A pregnant cat had been spotted in the neighborhood but by the time she showed up again, her belly had gone down. “Our stress levels elevated as we worried about the safety of the newborn kittens.”
They began searching for the babies until Hannah located them in the closet of a bathroom at an abandoned structure. However, the feral cat mom grabbed one of her kittens and fled while they were trying to trap her.
“I decided to tie a rope to the releasing arm of the trap door, so I could manually activate the trap from a distance when she came back.”
With a lot of patience, they finally got the cat mom, but finding the remaining kitten became quite a challenge.
“By this point we had searched everywhere and everything top to bottom multiple times. Hannah took the captured mother and four kittens to the shelter’s director and now the stress was solely on me to find the kitten.”
He spent the next few hours searching, retracing steps, moving debris until he was physically and mentally worn out. “I returned to my house, feeling sick with emotions and guilt over the loss of the infant kitten’s life.”
The next day, he went back outside to continue searching as he couldn’t get the kitten out of his mind. After several laps around the place, it was still to no avail. Then the following day, as he was getting ready for work, he heard what he thought was a kitten crying. He knew he couldn’t leave without another try.
“I started walking towards my neighbor’s home when I heard that sound again. This time I was close enough to hear it more clearly. The screams sounded like they were coming from under the modular home.”
He found a section of the house where he could crawl under.
“I grasped the edge of the insulation and pulled it down just enough to get my hand in between the insulation and flooring of the home,” Morton said.

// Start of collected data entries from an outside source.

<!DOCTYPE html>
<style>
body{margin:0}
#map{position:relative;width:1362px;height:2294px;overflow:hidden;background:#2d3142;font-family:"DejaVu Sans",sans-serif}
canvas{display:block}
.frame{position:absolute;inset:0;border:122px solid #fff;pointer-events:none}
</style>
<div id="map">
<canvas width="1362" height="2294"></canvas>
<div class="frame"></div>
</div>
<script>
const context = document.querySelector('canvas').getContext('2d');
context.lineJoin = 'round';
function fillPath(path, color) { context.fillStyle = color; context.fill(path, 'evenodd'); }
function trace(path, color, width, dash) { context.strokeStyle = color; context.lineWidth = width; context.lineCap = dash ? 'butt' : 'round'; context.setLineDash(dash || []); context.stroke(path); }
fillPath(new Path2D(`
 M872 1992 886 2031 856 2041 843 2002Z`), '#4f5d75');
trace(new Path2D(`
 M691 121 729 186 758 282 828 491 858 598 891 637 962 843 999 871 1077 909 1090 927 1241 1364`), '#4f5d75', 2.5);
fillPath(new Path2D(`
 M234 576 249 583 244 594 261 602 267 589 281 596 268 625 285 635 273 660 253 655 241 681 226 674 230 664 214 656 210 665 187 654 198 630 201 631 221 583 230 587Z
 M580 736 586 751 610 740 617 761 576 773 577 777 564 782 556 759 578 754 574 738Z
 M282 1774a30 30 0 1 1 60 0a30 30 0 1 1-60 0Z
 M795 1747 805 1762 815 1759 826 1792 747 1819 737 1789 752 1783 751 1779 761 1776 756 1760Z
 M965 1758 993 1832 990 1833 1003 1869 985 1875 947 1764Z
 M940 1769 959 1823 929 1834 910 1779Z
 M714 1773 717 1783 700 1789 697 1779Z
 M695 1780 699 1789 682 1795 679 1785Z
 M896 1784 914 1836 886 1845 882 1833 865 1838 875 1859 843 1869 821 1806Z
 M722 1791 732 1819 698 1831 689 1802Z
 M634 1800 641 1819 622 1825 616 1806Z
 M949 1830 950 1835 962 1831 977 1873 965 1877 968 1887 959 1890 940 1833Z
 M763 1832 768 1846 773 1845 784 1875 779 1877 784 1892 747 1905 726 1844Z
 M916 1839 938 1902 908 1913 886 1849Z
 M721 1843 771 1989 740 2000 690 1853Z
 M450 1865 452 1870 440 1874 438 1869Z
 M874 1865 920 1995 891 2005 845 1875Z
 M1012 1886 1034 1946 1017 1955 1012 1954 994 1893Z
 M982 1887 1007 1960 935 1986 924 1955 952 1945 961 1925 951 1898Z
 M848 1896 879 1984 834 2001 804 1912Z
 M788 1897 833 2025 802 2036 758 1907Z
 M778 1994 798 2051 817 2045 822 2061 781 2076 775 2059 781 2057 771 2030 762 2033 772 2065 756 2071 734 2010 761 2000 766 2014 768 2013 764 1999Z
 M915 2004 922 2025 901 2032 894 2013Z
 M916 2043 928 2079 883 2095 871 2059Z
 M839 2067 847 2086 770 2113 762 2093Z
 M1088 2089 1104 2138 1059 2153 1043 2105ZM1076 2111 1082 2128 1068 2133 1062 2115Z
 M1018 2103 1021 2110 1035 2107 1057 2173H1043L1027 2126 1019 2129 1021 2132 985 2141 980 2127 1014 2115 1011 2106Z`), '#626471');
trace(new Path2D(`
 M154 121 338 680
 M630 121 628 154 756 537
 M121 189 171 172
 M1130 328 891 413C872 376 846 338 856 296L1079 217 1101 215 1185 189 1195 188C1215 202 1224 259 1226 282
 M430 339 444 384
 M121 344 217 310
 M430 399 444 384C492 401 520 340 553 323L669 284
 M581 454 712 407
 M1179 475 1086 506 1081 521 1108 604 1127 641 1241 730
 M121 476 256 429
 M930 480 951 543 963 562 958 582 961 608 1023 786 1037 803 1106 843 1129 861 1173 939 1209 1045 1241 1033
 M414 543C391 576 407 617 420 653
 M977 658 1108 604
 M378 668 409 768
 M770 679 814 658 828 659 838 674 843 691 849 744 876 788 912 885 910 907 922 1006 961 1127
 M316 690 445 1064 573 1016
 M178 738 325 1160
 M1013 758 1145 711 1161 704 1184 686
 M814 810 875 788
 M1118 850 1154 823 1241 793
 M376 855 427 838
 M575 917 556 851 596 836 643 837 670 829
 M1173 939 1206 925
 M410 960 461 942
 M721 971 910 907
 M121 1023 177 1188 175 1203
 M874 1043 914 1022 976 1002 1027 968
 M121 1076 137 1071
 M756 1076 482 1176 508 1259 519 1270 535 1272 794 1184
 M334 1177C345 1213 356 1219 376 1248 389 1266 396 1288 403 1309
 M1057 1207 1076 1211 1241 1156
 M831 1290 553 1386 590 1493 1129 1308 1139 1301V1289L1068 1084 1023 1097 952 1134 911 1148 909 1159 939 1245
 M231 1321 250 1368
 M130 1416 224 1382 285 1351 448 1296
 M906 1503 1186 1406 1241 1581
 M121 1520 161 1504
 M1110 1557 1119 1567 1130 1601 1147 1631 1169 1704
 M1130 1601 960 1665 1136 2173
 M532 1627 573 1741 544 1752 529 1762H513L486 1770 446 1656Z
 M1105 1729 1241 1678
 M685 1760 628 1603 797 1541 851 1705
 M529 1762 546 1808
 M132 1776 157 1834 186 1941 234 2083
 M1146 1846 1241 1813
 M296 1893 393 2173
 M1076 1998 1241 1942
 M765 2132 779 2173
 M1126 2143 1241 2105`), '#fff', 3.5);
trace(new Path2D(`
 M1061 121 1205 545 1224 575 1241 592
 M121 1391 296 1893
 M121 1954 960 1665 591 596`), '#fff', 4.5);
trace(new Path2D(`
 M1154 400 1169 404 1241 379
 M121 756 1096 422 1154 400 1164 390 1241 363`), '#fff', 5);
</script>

“When I reached into the small sized pocket, I felt something warmer and harder than the insulation and wondered if I had found the kitten or if I was about to have a pet rat. When I gently grabbed the questionable ball of fur, it immediately started crying out again.”
He slowly made his way out with the kitten in his hand. Lo and behold, the tiny bundle of fur was alive, breathing and fighting to live.
“I held the kitten against my chest, inside my uniform shirt and drove directly to the (shelter) director’s house,” Morton said. “He said the mother was still at the shelter and he would have somebody meet me there to reunite them.”
The little tabby was about the same size as the other kittens he rescued, and he believed that he had found their lost sibling.
“When I placed the kitten in the cage with its family and was able to witness the survival kitten nurse his mother, suddenly my heart filled with joy and the stress of two days diminished in an instant,” Morton told Love Meow.
“I knew I needed to get to work, but I was already two hours late, so what would a few more minutes matter.”
“Mama cat and kittens are doing great! The reunited kitten is thriving,” Dayna, Shelter Manager of Chesterfield County, SC Animal Services, told Love Meow in an update.